Let me explain more about the background, API design, and related details.

Usecase

One Example of the use case I’m considering involves a model that uses Temporal Modeling.

Temporal models store historical data, so multiple records can represent the lifecycle of a single "resource." For example, using a bitemporal model might look like this:

CREATE TABLE employee_department_bitemporal (
    id               SERIAL PRIMARY KEY,       -- Surrogate Key
    bitemporal_id    INT NOT NULL,             -- Identifier for the logical employee
    valid_from       DATE NOT NULL,
    valid_to         DATE NOT NULL,
    transaction_from TIMESTAMP NOT NULL,
    transaction_to   TIMESTAMP NOT NULL,
    UNIQUE (bitemporal_id, valid_from, transaction_from)  
);

In this case, id is unique across each version of the record, while bitemporal_id uniquely identifies the logical employee.

Now, let’s say that we want to add a hierarchical association to this model. In some cases, it makes more sense for the ancestry column to store values like bitemporal_id/bitemporal_id/... instead of id/id/..., so that the hierarchy is consistent across the logical employees, not the history records.

would your need be met if we had ancestry with was id/id, but also had identifier_ancestry which had identifier/identifier?

In the use case above, the coexistence strategy (having both id/id and identifier/identifier) might work, but I wonder if storing the unused id/id hierarchy leads to unnecessary code and data overhead.
Perhaps I am not fully appreciating the intention behind this strategy...

public API such as `parent_id`

I understand that technically parent_id refers to the value in the parent's ancestry_identifier_column, which may differ from a simple primary key.
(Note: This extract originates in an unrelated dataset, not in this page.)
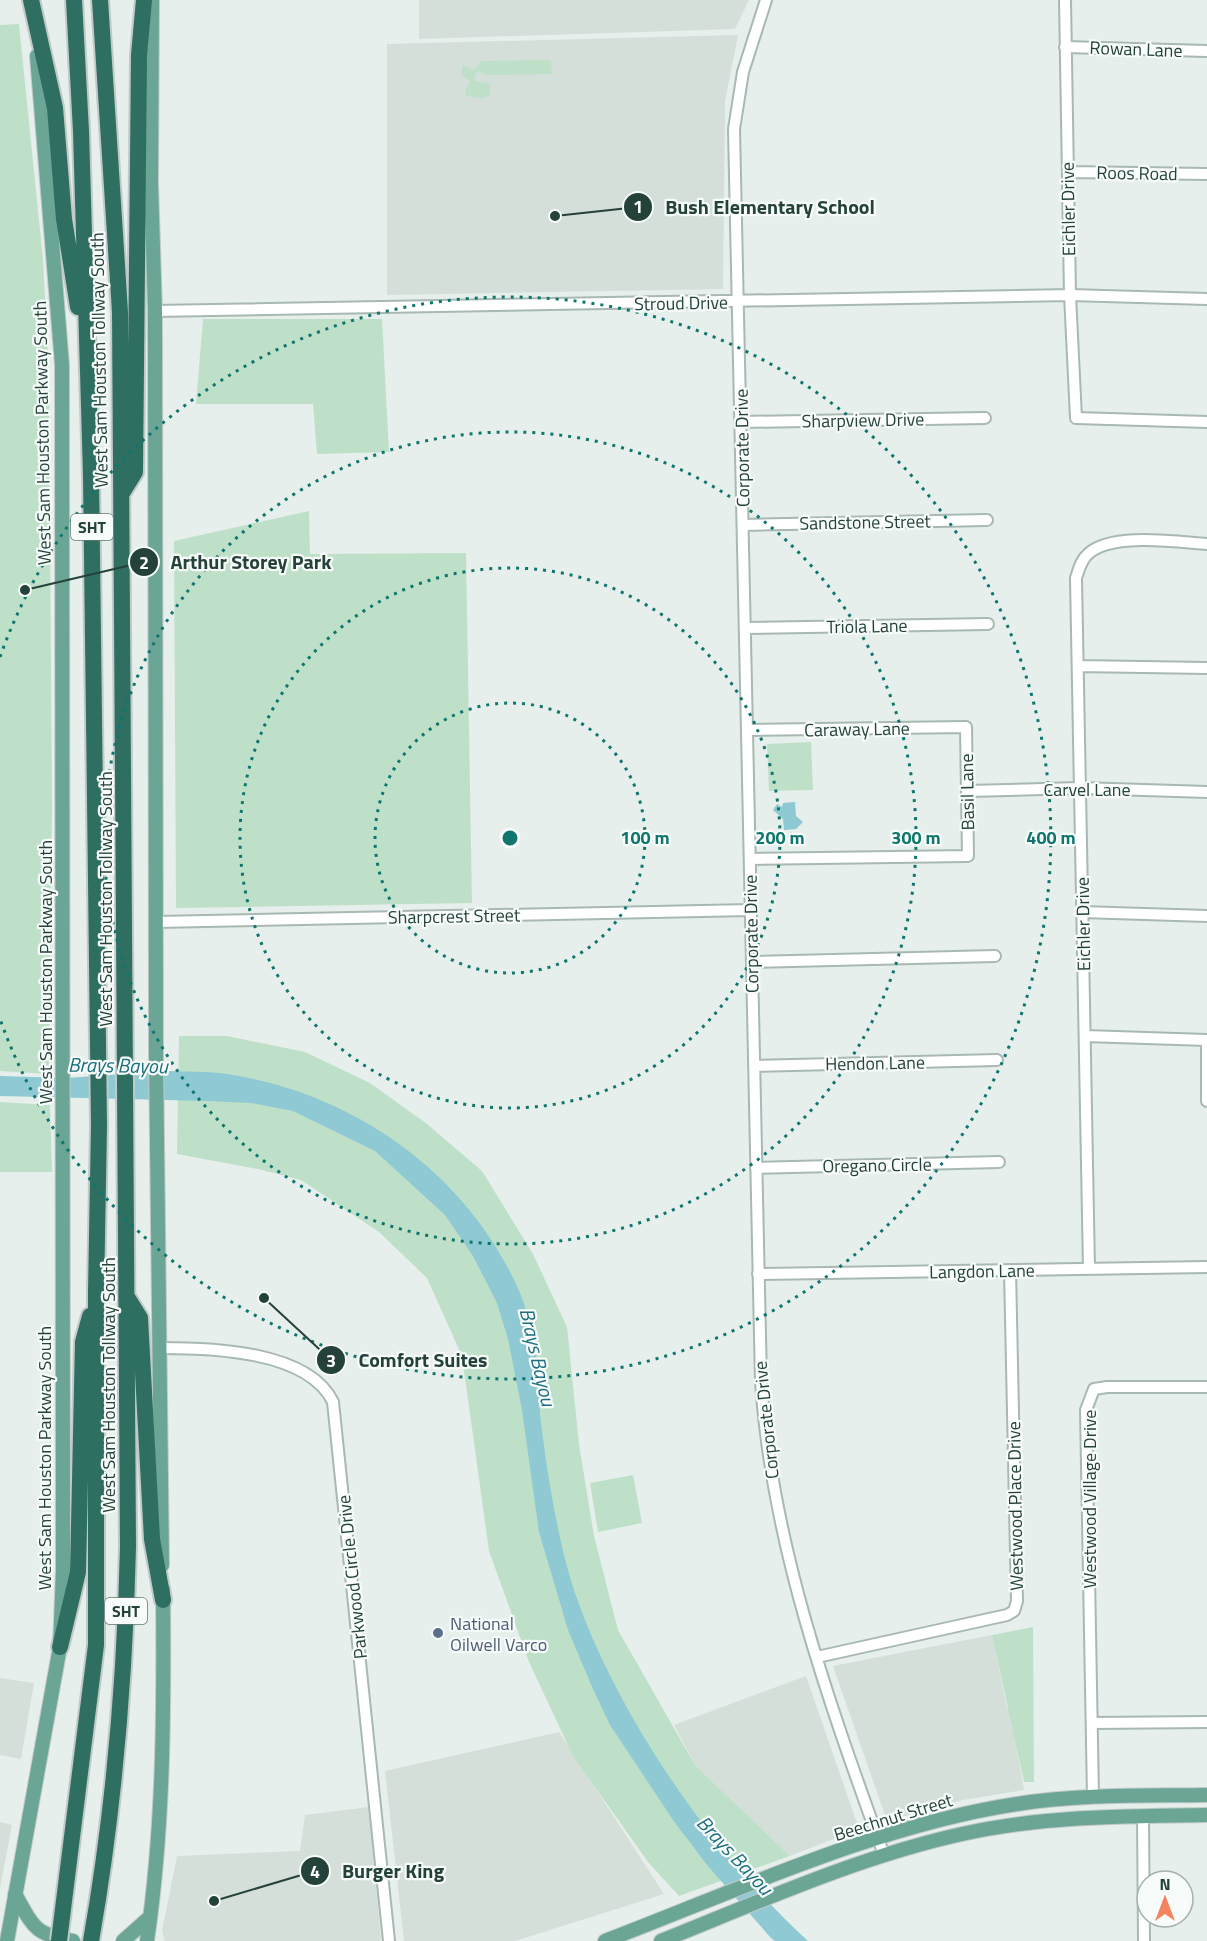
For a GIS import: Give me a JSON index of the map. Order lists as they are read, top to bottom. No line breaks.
{"streets":{"highway":["West Sam Houston Tollway South","SHT"],"main road":["West Sam Houston Parkway South","Beechnut Street"],"street":["Rowan Lane","Roos Road","Eichler Drive","Stroud Drive","Sharpview Drive","Corporate Drive","Sandstone Street","Triola Lane","Caraway Lane","Carvel Lane","Basil Lane","Sharpcrest Street","Hendon Lane","Oregano Circle","Langdon Lane","Westwood Village Drive","Westwood Place Drive","Parkwood Circle Drive"]},"crossings":[["Rowan Lane","Eichler Drive"],["Roos Road","Eichler Drive"],["Eichler Drive","Stroud Drive"],["Eichler Drive","Carvel Lane"],["Eichler Drive","Langdon Lane"],["Stroud Drive","Corporate Drive"],["Sharpview Drive","Corporate Drive"],["Corporate Drive","Sandstone Street"],["Corporate Drive","Triola Lane"],["Corporate Drive","Caraway Lane"],["Corporate Drive","Basil Lane"],["Corporate Drive","Sharpcrest Street"],["Corporate Drive","Hendon Lane"],["Corporate Drive","Oregano Circle"],["Corporate Drive","Langdon Lane"],["Corporate Drive","Westwood Place Drive"],["Corporate Drive","Beechnut Street"],["Caraway Lane","Basil Lane"],["Carvel Lane","Basil Lane"],["Langdon Lane","Westwood Place Drive"],["Westwood Village Drive","Beechnut Street"]],"water":["Brays Bayou"],"places":["Bush Elementary School","Arthur Storey Park","Comfort Suites","National Oilwell Varco","Burger King"],"north":"top","rings":["100 m","200 m","300 m","400 m"]}
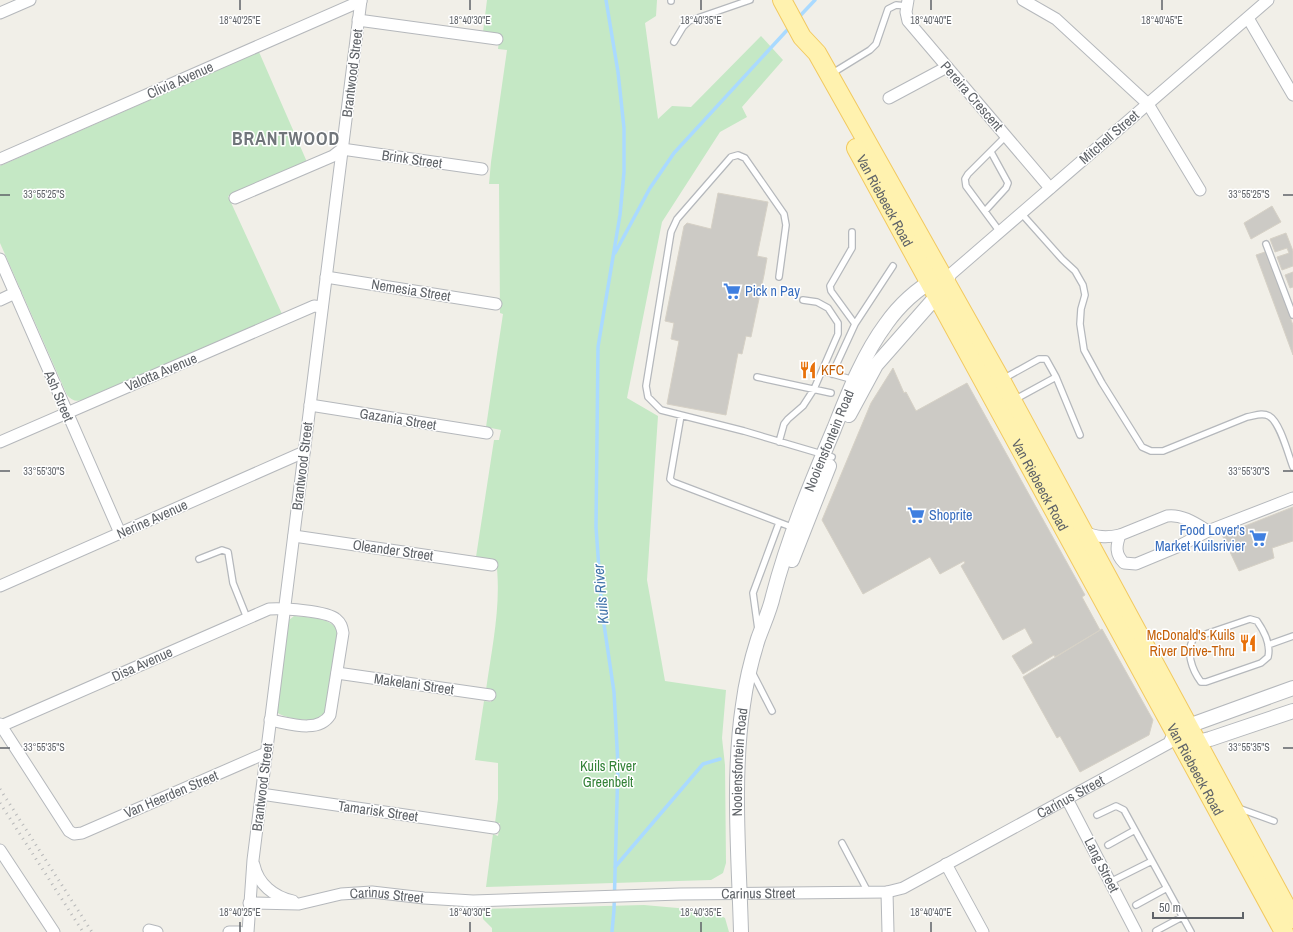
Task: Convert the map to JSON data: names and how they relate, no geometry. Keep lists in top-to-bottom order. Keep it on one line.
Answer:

In the context of the ancestry column, I think this is acceptable as an identifier, so it’s fine to keep familiar terms like parent_id and root_id in the public API.

readability

Based on your #698 (comment), I introduced the method ancestry_identifier_value, which returns read_attribute(ancestry_identifier_column).

By using this method, I think we can avoid repeatedly writing read_attribute or send whenever I need to fetch the value.
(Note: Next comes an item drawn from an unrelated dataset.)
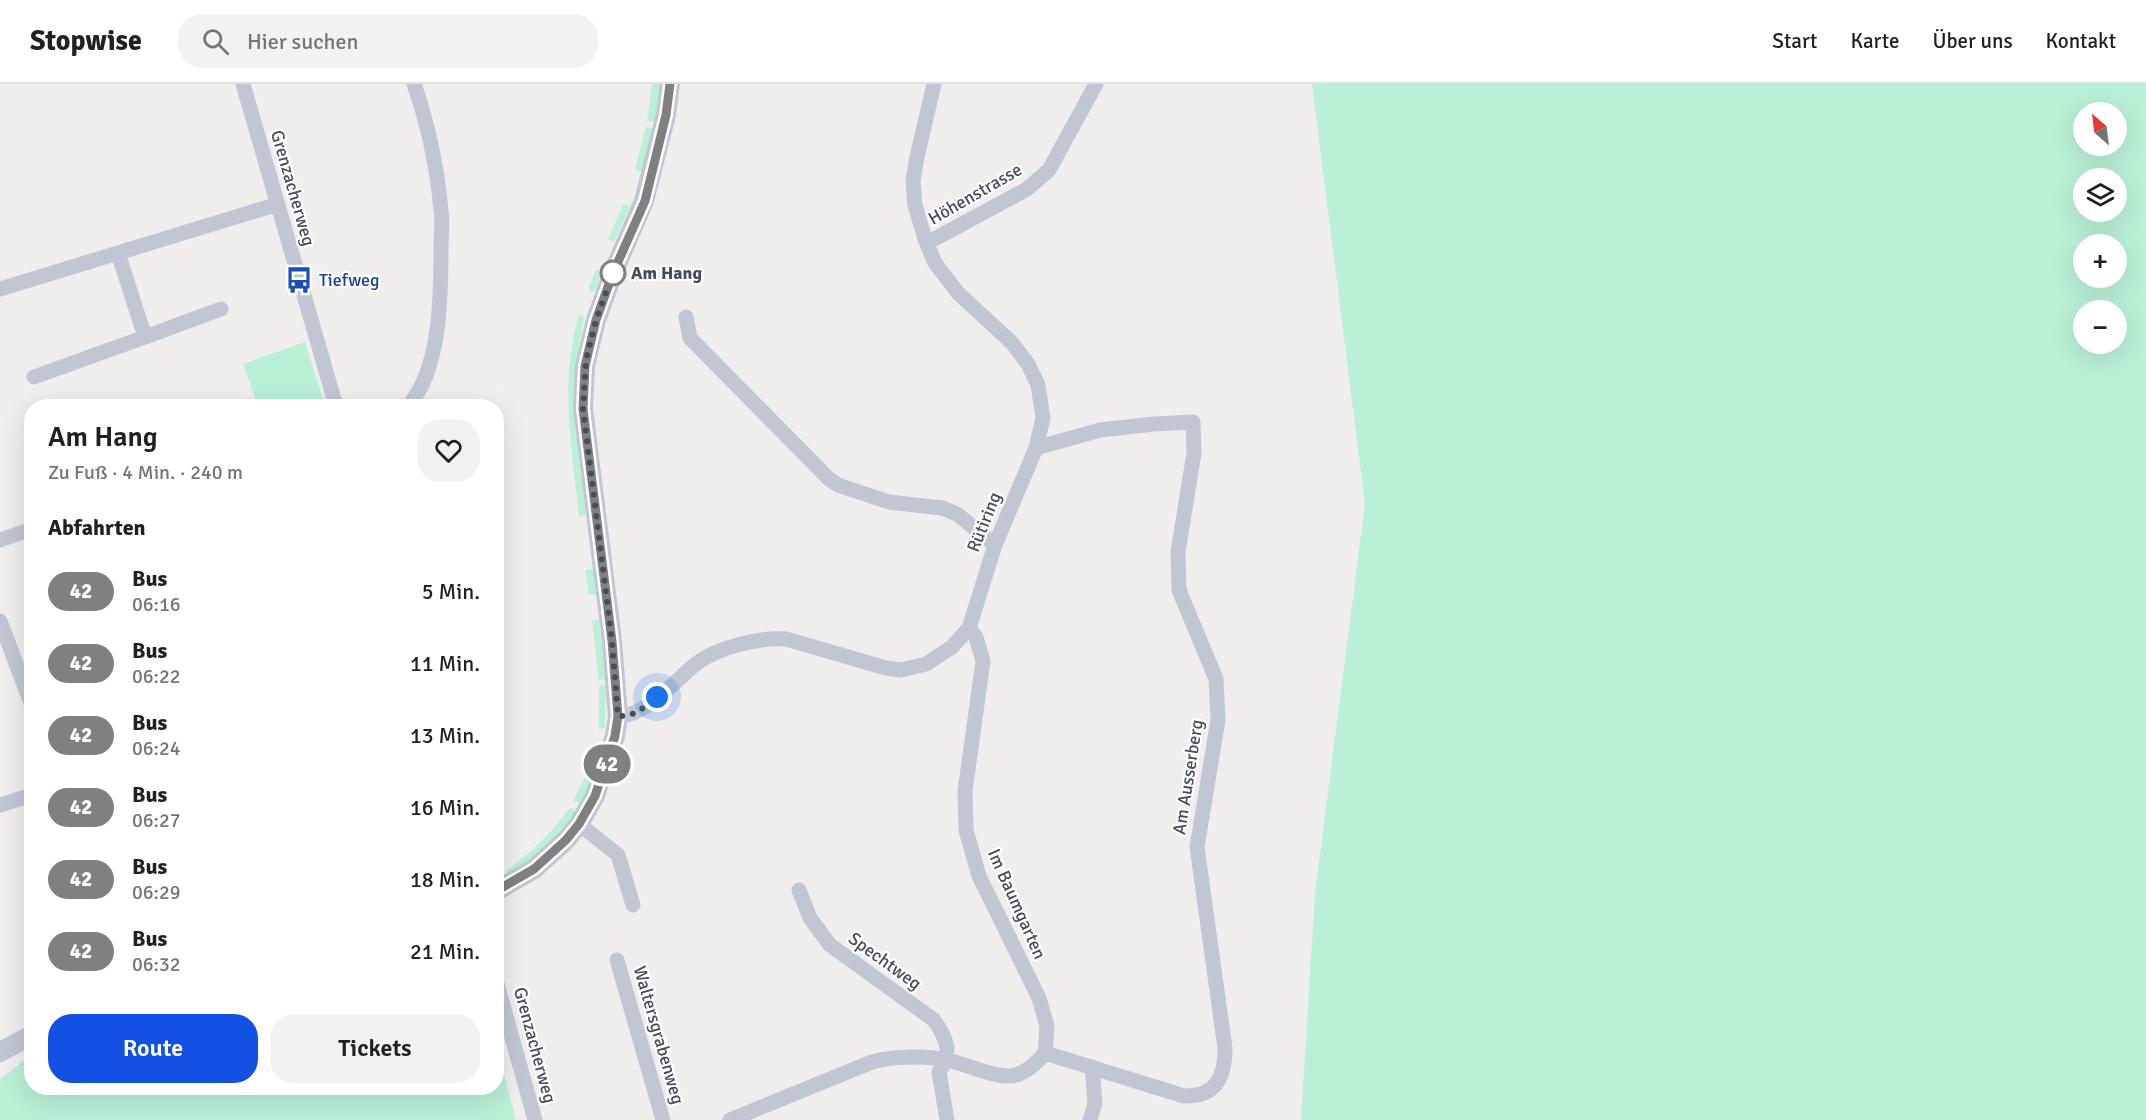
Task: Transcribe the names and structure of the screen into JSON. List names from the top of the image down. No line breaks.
{"streets":{"street":["Grenzacherweg","Höhenstrasse","Rütiring","Am Ausserberg","Im Baumgarten","Spechtweg","Waltersgrabenweg"]},"crossings":[["Höhenstrasse","Rütiring"],["Rütiring","Am Ausserberg"],["Rütiring","Im Baumgarten"],["Am Ausserberg","Im Baumgarten"]],"places":{"other":["Am Hang"],"bus stop":["Tiefweg"]},"lines":["bus line 42"],"north":"top left","page":{"header":"Stopwise","search":"Hier suchen","nav":["Start","Karte","Über uns","Kontakt"],"on_map":"42","map_buttons":["+","−"],"heading":[["Am Hang","Zu Fuß · 4 Min. · 240 m"],"Abfahrten"],"list":[{"mark":"42","name":"Bus","note":"06:16","value":"5 Min."},{"mark":"42","name":"Bus","note":"06:22","value":"11 Min."},{"mark":"42","name":"Bus","note":"06:24","value":"13 Min."},{"mark":"42","name":"Bus","note":"06:27","value":"16 Min."},{"mark":"42","name":"Bus","note":"06:29","value":"18 Min."},{"mark":"42","name":"Bus","note":"06:32","value":"21 Min."}],"buttons":["Route","Tickets"]}}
kbrock · 2025-05-22T20:11:17Z

Ok, cool concept.

So basically the id field is not your primary key, but rather the bitemporal_id field.
And it is not unique, but rather only unique when giving a date in a valid_from..valid_to range and probably assuming that transaction_to is null.

TANGENT: I'd check if creating your indexes with WHERE transaction_to IS NULL give you a good boost. This index would not be usable when you return records with an actual transaction date in the past, but that feels like an edge case.

So if you used :id as the ancestry key, then the tree would not be valid across a valid date boundary. Think this is a worse case than when I was suggesting this before.

But also, just saying parent_id is not good enough, as you would need to specify the valid date (assuming that transaction date was null). But you would definitely want parent_id to be of the bitemoral_id type.

If you are recording a hierarchy in a point in time, then you want ancestry to be recorded at a point in time. Which seems to work, and would probably work better than closure trees. (not taking off the table, but seems to be easier to version using the ancestry path style)

When you move a node in a tree, you need to update a bunch of records. But in your case, you don't really want to modify any records (other than updating the transaction_to and possibly the valid_to dates). You'll need to ensure that updates in the callback do the necessary modification. Tricky edge case. Hopefully the update strategy system would work for you.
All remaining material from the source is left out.